- THE RECORDS:
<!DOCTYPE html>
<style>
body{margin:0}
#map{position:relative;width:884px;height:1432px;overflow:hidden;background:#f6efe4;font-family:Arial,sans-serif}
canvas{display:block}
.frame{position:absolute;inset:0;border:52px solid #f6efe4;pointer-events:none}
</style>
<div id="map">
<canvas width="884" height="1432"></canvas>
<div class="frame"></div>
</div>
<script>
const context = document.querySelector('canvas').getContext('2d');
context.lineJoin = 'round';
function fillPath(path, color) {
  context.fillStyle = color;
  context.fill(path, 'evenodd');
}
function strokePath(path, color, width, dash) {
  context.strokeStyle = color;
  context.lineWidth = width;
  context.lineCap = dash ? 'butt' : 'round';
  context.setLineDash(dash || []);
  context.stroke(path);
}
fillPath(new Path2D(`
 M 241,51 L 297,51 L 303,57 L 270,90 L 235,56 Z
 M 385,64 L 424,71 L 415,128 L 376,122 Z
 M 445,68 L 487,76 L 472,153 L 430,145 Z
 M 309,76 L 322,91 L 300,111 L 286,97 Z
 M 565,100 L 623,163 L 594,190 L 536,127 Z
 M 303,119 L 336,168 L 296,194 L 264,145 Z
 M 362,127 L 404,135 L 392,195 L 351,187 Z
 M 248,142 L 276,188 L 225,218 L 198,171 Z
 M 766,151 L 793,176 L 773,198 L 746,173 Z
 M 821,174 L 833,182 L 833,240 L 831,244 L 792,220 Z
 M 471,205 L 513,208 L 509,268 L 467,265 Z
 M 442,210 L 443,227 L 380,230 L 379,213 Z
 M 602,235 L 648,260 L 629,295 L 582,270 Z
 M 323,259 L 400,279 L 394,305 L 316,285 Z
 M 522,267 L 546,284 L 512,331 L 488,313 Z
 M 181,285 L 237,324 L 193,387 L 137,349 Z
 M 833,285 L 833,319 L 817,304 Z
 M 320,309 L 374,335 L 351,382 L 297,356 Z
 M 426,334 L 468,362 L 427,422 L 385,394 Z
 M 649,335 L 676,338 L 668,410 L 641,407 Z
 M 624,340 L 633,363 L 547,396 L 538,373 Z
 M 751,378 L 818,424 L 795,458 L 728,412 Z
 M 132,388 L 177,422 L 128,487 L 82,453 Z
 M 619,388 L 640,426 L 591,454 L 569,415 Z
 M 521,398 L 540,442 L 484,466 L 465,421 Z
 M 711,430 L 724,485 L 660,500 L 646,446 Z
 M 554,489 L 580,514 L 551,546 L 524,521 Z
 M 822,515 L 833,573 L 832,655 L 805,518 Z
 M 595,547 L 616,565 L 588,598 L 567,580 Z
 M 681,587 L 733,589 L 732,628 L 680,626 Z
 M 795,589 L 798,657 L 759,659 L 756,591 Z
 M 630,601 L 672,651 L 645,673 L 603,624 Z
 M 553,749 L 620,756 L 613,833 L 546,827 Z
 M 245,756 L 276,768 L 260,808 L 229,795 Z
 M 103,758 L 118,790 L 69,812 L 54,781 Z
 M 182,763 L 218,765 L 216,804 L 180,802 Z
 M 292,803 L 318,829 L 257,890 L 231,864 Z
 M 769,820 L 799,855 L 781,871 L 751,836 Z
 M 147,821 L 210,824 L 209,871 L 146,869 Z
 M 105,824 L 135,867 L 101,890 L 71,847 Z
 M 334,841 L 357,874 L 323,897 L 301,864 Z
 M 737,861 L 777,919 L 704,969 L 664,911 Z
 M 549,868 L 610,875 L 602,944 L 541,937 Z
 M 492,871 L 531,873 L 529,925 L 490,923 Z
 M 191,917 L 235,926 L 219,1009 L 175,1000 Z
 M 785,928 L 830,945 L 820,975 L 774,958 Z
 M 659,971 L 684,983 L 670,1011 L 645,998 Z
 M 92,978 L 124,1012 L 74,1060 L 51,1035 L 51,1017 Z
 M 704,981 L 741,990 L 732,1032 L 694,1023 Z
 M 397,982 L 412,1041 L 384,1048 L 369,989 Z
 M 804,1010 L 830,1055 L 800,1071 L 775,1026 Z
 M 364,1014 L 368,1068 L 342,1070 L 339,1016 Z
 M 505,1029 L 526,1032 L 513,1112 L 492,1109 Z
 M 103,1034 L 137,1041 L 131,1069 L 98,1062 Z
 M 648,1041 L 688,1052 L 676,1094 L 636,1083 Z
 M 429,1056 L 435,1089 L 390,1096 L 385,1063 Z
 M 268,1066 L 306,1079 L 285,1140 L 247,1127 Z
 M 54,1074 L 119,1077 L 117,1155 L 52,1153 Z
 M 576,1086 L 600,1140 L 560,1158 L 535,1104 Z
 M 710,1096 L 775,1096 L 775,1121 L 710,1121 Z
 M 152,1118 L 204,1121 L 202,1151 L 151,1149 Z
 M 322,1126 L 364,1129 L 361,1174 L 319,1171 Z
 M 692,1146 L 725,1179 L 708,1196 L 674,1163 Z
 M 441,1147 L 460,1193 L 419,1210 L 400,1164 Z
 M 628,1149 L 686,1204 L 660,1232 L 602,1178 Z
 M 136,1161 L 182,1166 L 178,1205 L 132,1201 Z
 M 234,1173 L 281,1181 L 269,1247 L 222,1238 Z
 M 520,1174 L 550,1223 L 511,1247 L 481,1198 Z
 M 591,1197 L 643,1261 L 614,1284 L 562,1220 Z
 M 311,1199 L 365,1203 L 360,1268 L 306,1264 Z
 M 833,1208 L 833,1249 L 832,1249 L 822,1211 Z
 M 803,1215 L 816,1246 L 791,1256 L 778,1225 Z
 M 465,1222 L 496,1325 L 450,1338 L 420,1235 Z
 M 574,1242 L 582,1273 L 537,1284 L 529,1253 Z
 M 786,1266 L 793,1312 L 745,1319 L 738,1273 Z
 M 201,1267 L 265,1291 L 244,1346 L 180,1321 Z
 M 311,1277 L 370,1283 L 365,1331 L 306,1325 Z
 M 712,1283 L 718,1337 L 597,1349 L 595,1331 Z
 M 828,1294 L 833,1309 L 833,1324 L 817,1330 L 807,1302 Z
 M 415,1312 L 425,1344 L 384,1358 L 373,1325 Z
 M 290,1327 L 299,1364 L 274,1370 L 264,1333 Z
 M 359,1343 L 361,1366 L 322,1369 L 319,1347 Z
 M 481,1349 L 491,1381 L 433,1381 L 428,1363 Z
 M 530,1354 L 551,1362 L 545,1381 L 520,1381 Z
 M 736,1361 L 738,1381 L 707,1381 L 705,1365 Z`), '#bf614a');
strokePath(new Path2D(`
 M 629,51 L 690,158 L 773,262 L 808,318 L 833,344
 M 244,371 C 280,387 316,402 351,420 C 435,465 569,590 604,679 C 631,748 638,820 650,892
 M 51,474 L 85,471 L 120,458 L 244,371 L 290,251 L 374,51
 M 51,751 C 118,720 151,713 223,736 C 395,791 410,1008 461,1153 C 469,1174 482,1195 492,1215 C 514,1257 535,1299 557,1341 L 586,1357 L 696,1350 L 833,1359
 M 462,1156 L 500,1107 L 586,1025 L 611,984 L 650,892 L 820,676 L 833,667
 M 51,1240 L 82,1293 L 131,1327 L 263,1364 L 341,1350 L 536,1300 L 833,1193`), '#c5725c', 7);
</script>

- EXERCISE: Show me every line in the data above that includes "function".

- SOLUTION TO THE PROBLEM:
function fillPath(path, color) {
function strokePath(path, color, width, dash) {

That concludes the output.